1. A PCA plot shows clusters of samples based on their similarity.
Figure 1. PCA plot. For how to read it, see this blog post
PCA does not discard any samples or characteristics (variables). Instead, it reduces the overwhelming number of dimensions by constructing principal components (PCs). PCs describe variation and account for the varied influences of the original characteristics. Such influences, or loadings, can be traced back from the PCA plot to find out what produces the differences among clusters.
2. A loading plot shows how strongly each characteristic influences a principal component.
Figure 2. Loading plot
See how these vectors are pinned at the origin of PCs (PC1 = 0 and PC2 = 0)? Their project values on each PC show how much weight they have on that PC. In this example, NPC2 and CHIT1 strongly influence PC1, while GBA and LCAT have more say in PC2.
Another nice thing about loading plots: the angles between the vectors tell us how characteristics correlate with one another. Let’s look at Figure 2.
Now that you know all that, reading a PCA biplot is a piece of cake.
3. PCA biplot = PCA score plot + loading plot
Figure 3. PCA biplot
You probably notice that a PCA biplot simply merge an usual PCA plot with a plot of loadings. The arrangement is like this:
In other words, the left and bottom axes are of the PCA plot — use them to read PCA scores of the samples (dots). The top and right axes belong to the loading plot — use them to read how strongly each characteristic (vector) influence the principal components.

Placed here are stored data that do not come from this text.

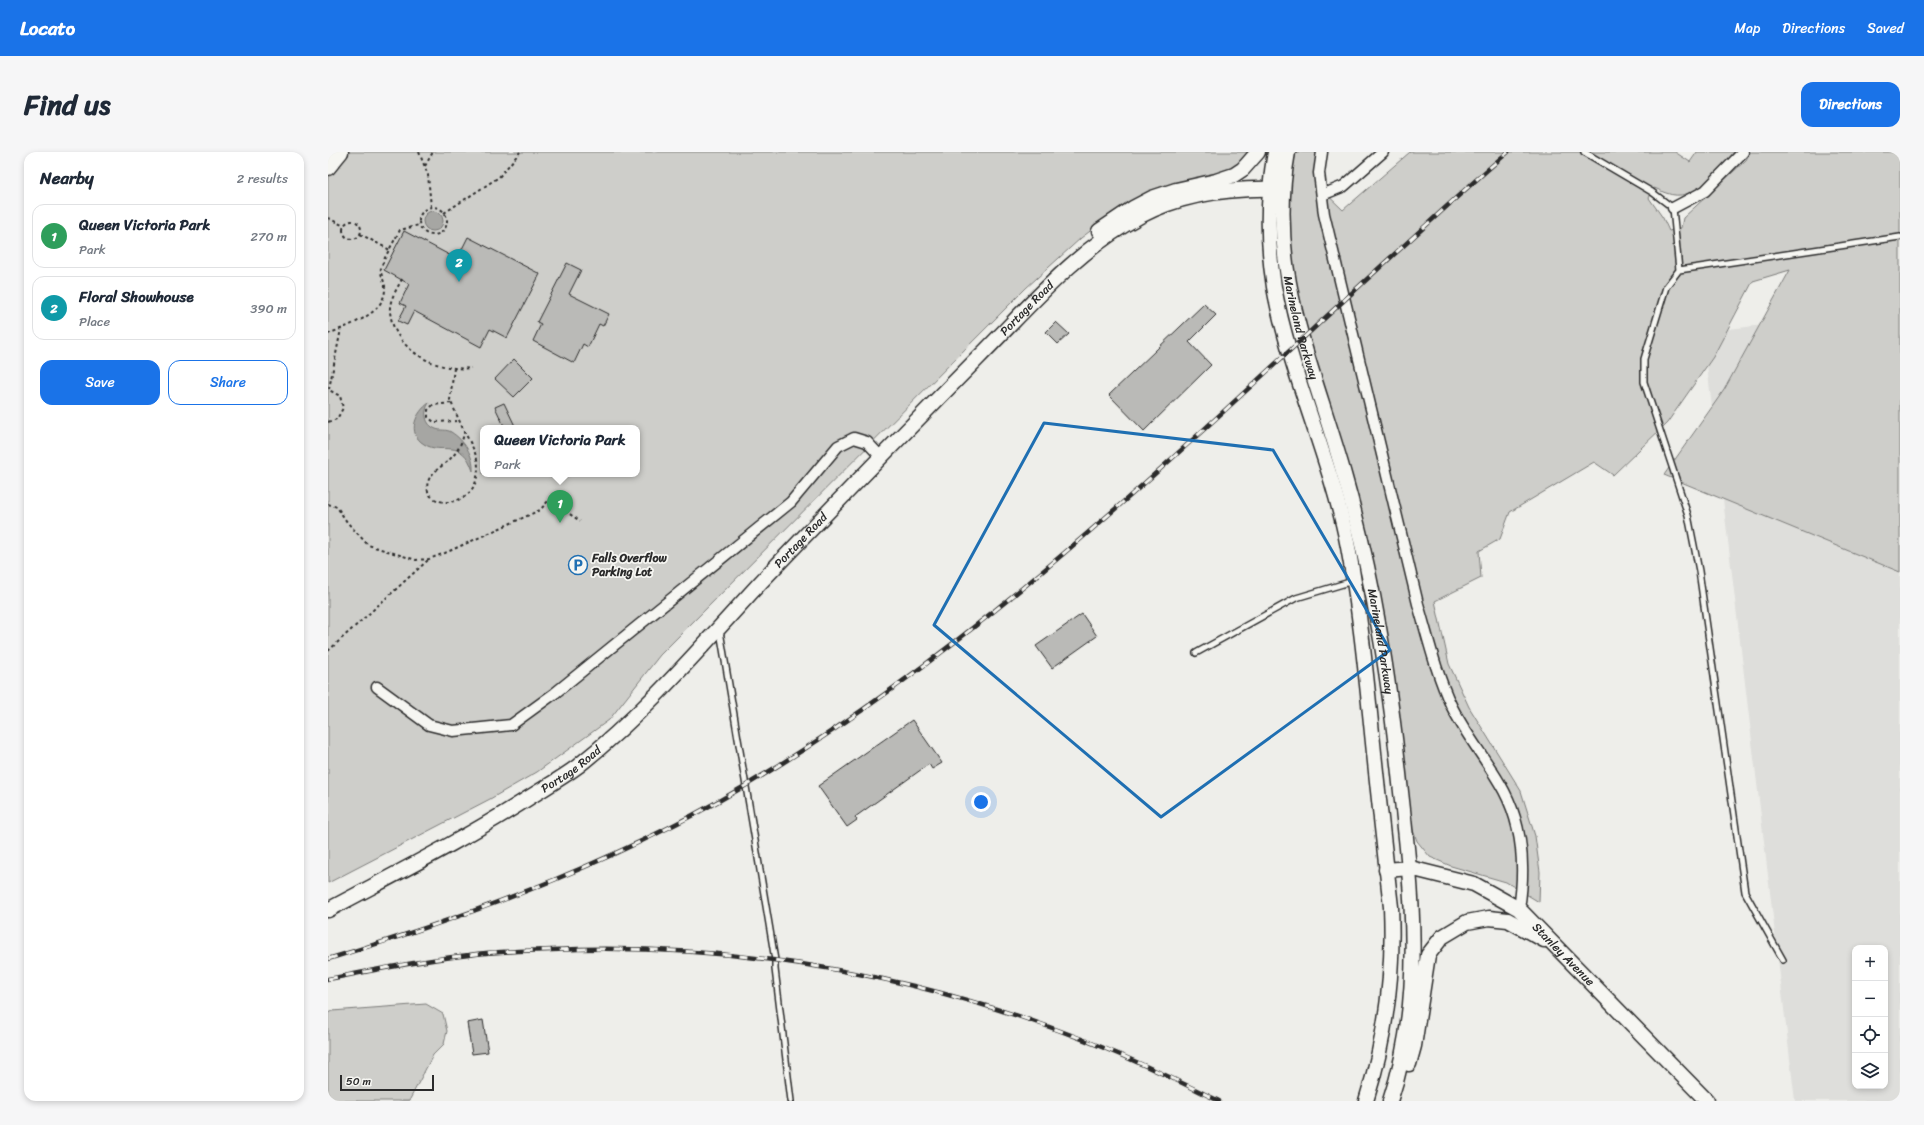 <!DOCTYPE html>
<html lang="en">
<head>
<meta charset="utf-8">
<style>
	:root { --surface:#fff; --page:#f6f6f7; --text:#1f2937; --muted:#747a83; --line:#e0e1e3; --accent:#1a73e8 }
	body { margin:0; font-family:Sriracha,sans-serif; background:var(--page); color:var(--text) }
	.controls { position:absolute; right:12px; bottom:12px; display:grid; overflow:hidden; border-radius:8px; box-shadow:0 2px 6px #0003 }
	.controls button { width:36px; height:36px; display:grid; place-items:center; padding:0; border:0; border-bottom:1px solid var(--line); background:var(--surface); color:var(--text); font:20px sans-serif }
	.scale { position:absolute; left:12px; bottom:10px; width:94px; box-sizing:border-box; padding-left:4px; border:2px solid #2b2b2b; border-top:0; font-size:11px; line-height:14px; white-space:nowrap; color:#2b2b2b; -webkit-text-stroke:3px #f6f6f2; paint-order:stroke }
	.you { position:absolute; left:653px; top:650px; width:14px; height:14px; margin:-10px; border:3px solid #fff; border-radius:50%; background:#1a73e8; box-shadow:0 0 0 6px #1a73e833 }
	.badge { display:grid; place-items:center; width:26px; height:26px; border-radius:50%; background:var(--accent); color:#fff; font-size:13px; font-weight:700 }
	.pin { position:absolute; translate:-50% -33px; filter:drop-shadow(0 1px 2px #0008) }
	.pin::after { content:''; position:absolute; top:21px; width:14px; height:12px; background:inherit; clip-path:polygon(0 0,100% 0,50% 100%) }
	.popup { position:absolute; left:152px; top:273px; width:160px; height:52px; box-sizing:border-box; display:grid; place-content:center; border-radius:8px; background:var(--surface); filter:drop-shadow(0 1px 3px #0005); font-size:13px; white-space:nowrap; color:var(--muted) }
	.popup b { font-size:15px; color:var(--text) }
	.popup::after { content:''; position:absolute; left:50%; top:100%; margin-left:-8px; border:8px solid transparent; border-top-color:var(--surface) }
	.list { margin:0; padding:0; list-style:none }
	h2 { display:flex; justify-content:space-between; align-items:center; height:52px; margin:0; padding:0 16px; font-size:17px }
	h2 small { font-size:13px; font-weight:400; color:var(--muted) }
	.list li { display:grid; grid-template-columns:26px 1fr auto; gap:12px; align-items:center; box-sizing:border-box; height:64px; margin:0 8px 8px; padding:0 8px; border:1px solid var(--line); border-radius:12px }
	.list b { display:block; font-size:15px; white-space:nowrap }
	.list p { margin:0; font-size:13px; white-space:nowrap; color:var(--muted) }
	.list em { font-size:13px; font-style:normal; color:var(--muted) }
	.actions { display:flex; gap:8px; padding:12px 16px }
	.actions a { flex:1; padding:9px 0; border:1px solid var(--accent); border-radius:12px; text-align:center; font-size:14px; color:var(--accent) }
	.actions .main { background:var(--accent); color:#fff }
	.icon { flex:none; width:22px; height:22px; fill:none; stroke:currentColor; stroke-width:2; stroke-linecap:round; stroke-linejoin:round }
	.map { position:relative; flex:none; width:1572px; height:949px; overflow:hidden; border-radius:12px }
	header { display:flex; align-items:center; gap:24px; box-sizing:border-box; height:56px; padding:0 20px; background:var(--accent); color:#fff }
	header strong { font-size:19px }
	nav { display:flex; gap:22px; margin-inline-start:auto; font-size:14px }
	.intro { display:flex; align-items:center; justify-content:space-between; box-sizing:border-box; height:96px; padding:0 24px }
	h1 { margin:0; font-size:28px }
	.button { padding:10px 18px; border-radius:12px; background:var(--accent); color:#fff; font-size:14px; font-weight:700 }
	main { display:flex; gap:24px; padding:0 24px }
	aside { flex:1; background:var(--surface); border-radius:12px; box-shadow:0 2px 6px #0003 }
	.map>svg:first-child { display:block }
	.built { fill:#dededb; fill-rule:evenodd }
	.green { fill:#cececa; stroke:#7c7c7a; fill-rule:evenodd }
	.water { fill:#a6a6a3; stroke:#757573 }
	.building { fill:#babab7; stroke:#2b2b2b }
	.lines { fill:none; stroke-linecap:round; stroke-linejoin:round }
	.lane-casing { stroke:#2b2b2b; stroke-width:8 }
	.street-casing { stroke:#2b2b2b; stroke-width:13 }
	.secondary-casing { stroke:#2b2b2b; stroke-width:17 }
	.path { stroke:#2b2b2b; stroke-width:2; stroke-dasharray:3 3; stroke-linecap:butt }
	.lane { stroke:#f6f6f2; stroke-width:5 }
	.street { stroke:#f6f6f2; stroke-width:10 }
	.secondary { stroke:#f6f6f2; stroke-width:14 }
	.rail-casing { stroke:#2b2b2b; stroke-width:4.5 }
	.rail { stroke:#f6f6f2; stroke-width:3; stroke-dasharray:9; stroke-linecap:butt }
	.marked { fill:none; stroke:#1f6fb2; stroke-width:3; stroke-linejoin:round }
	.labels { text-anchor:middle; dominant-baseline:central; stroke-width:3.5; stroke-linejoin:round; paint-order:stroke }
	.street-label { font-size:12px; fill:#2b2b2b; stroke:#f6f6f2 }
	.poi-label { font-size:12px; font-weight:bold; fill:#2b2b2b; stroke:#f6f6f2; text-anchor:start }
</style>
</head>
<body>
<header>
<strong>Locato</strong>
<nav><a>Map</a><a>Directions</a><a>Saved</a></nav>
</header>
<div class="intro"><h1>Find us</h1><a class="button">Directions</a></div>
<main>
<aside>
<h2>Nearby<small>2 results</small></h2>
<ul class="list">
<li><span class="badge" style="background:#2e9e5b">1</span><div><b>Queen Victoria Park</b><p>Park</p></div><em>270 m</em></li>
<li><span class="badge" style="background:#0f9aa8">2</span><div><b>Floral Showhouse</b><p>Place</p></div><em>390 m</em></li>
</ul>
<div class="actions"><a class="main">Save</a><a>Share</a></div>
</aside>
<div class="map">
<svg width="1572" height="949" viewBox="0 0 1572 949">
	<rect width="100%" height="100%" fill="#eeeeea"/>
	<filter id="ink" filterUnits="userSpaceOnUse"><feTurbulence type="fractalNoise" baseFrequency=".025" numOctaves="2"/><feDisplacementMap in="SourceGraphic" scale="8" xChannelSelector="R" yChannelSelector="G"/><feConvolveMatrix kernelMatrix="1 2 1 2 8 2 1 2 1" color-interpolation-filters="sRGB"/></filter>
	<g filter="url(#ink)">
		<path class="built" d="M1572,157v792h-105l-92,-769zM1527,796h30v138h-30z"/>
		<path class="green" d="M0,0h925l-15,15 -136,55 -21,16 -55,50 -366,367 -51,65 -72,52 -47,27 -162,84zM155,276h154v46h-154z
			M968,0h24l-4,32 27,26 67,-58h265l15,10 7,-10h37c-15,19 -39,52 -68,41 -4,-1 -8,-4 -12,-5l-5,10 14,20 6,13 12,-3 2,-10 63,-58 4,-8h150v420l-236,-97 60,-85 66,-120 -37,11 -40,76 -46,66 -54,52 -19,-13 -84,50 -10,27 -21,12 2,27 -46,23 14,63 20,43 52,84 14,45 5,36 -1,30 -33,-20 -55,-16 -21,-9 -13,-16 -7,-19c-9,-97 -19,-194 -44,-289 -33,-123 -98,-252 -70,-381z
			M98,852l17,10 4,17 -3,13 -11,11 -24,46h-81v-88l4,-2z"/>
		<path class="water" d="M95 69a10 10 0 1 1 20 0a10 10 0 1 1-20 0Z
			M101,251c-6,9 -4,22 7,26 5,2 10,0 15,3 13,8 23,24 22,39 -11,-35 -31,-15 -49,-27 -18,-11 -8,-32 5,-41z"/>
		<path class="building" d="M76,79l53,28 11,-22 72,37 -33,64 -17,-9 -9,18 -67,-36 -7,14 -9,-4 8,-15 -6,-3 9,-19 -25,-14z
			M239,111l14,7 -12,24 40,20 -6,12 -4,-2 -11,23 -5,-3 -9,19 -41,-22 8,-17 -4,-2z
			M876,152l12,11 -27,27 22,23 -67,66 -35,-36z
			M728,170l13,12 -11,10 -12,-12z
			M186,207l19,19 -19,19 -19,-18z
			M176,251l12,25h-11l-10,-21z
			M754,462l15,22 -45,32 -16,-22z
			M584,568l30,43 -10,6 -3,-5 -74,53 2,3 -10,7 -29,-41z
			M155,868l5,32 -16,2 -5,-31z"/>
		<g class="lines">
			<defs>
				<path id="lane" d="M1256,0l68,40 21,16 6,62 -13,17 -22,72v23l44,133 11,56 46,321 38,68
					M1351,118l221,-33
					M392,479l55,329v9l16,132
					M868,501l100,-55 57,-17"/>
				<path id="street" d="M994,0l-3,21 5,41 94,390c10,34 18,69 33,101 15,31 37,56 53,86 19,36 21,79 15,118
					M994,43l22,-9 39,-34
					M1345,56l32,-17 38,-39
					M49,535l52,38 24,6 58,-6 44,-32 236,-191 47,-56 16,-8 13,4 14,15"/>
				<g id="secondary">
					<path d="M947,0c-8,44 -8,91 -1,135 16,88 57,171 74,260 11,58 17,117 23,176 6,61 13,123 20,184 3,67 -5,131 -25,194"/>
					<path id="s1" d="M960,0c-22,120 26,214 57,326 29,102 44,200 55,305 12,106 25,215 -10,318"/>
					<path d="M0,16l13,-16"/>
					<path d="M771,79l34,-23 19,-10 24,-8 40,-9 18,-6 9,-6 15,-17"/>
					<path id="s2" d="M1058,718l24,-2 64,16 45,25 188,192"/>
					<path id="s3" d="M0,758c67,-36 135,-70 199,-111 17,-11 35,-21 51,-33 68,-54 124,-120 182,-183 72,-76 145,-151 219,-226 50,-50 97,-107 161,-141 43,-23 94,-29 143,-27"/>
					<path d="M1081,912l5,-18 14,-91 14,-18 25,-15 22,-4 19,2 36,20"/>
				</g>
			</defs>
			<use href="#lane" class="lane-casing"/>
			<use href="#street" class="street-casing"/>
			<use href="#secondary" class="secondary-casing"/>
			<path class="path" d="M91,0l9,23 3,32
				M97,14l8,-14
				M91 69a14 14 0 1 1 28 0a14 14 0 1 1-28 0Z
				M116,61l55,-36 21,-25
				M0,66l16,8
				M15 78a9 9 0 1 1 18 0a9 9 0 1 1-18 0Z
				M32,82l30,16
				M74,127c-5,10 -13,21 -12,32 3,39 47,61 81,57
				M0,182c21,-9 59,-20 57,-48 -1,-6 -5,-12 -4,-18 1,-7 15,-30 19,-38l19,-5
				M126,216l-4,32 14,31v3c-2,8 -6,17 -12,23 -10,11 -31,19 -23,37 11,14 35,8 43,-5 4,-5 6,-14 6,-21 0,-14 -8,-25 -14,-37
				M1,237l12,-60
				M123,251l-18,2 -5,5v7l6,5 25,-1
				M0,270l9,-3 6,-11 -3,-12 -11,-6
				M0,352l9,3 10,15 21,23 48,15 13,-1 16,-6 95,-43 9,-10 31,21
				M0,499l100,-91"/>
			<use href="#lane" class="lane"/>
			<use href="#street" class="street"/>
			<use href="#secondary" class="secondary"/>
			<defs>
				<path id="rail" d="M0,807c152,-46 305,-103 440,-187 230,-141 423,-332 621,-513 40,-36 78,-72 119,-107
					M0,827c47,-9 94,-19 141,-24 27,-4 55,-4 83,-5 163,-7 335,19 489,74 61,21 120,48 178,77"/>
			</defs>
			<use href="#rail" class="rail-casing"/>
			<use href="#rail" class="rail"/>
		</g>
	</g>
	<path class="marked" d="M716,271l229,27 117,200 -229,167 -227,-192z"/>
	<defs>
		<symbol id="parking-ring" viewBox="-11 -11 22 22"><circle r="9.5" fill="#f6f6f2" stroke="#1f6fb2" stroke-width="1.5"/><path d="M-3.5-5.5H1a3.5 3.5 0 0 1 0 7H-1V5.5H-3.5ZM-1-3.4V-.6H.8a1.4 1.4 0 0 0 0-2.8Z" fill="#1f6fb2"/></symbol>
	</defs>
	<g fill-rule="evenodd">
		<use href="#parking-ring" x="239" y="402" width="22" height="22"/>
	</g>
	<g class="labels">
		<g class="street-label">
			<text stroke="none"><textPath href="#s3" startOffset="930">Portage Road</textPath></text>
			<text stroke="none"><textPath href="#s1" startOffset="178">Marineland Parkway</textPath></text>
			<text stroke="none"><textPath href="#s3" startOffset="606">Portage Road</textPath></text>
			<text stroke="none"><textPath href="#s1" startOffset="502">Marineland Parkway</textPath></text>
			<text stroke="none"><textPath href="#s3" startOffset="281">Portage Road</textPath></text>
			<text stroke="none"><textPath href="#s2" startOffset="205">Stanley Avenue</textPath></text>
		</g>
		<g class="poi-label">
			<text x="264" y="406">Falls Overflow<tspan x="264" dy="14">Parking Lot</tspan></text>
		</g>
	</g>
</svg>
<div class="controls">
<button>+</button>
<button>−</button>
<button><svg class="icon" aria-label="locate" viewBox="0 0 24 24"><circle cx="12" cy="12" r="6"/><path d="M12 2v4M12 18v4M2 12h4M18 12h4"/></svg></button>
<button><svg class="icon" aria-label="layers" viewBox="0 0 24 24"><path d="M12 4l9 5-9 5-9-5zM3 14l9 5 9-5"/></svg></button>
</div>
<div class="scale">50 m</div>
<div class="you"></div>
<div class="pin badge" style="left:232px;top:371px;background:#2e9e5b">1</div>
<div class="popup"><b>Queen Victoria Park</b>Park</div>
<div class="pin badge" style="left:131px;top:130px;background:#0f9aa8">2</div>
</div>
</main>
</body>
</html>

4. A scree plot displays how much variation each principal component captures from the data
A scree plot, on the other hand, is a diagnostic tool to check whether PCA works well on your data or not. Principal components are created in order of the amount of variation they cover: PC1 captures the most variation, PC2 — the second most, and so on. Each of them contributes some information of the data, and in a PCA, there are as many principal components as there are characteristics. Leaving out PCs and we lose information.
Figure 4. PCA scree plot
The good news is, if the first two or three PCs have capture most of the information, then we can ignore the rest without losing anything important. A scree plot shows how much variation each PC captures from the data. The y axis is eigenvalues, which essentially stand for the amount of variation. Use a scree plot to select the principal components to keep. An ideal curve should be steep, then bends at an “elbow” — this is your cutting-off point — and after that flattens out. In Figure 4, just PC 1,2, and 3 are enough to describe the data.
To deal with a not-so-ideal scree plot curve, there are a couple ways:
If you end up with too many principal components (more than 3), PCA might not be the best way to visualize your data. Instead, consider other dimension reduction techniques, such as t-SNE and MDS.
In summary: A PCA biplot shows both PC scores of samples (dots) and loadings of variables (vectors). The further away these vectors are from a PC origin, the more influence they have on that PC. Loading plots also hint at how variables correlate with one another: a small angle implies positive correlation, a large one suggests negative correlation, and a 90° angle indicates no correlation between two characteristics. A scree plot displays how much variation each principal component captures from the data. If the first two or three PCs are sufficient to describe the essence of the data, the scree plot is a steep curve that bends quickly and flattens out.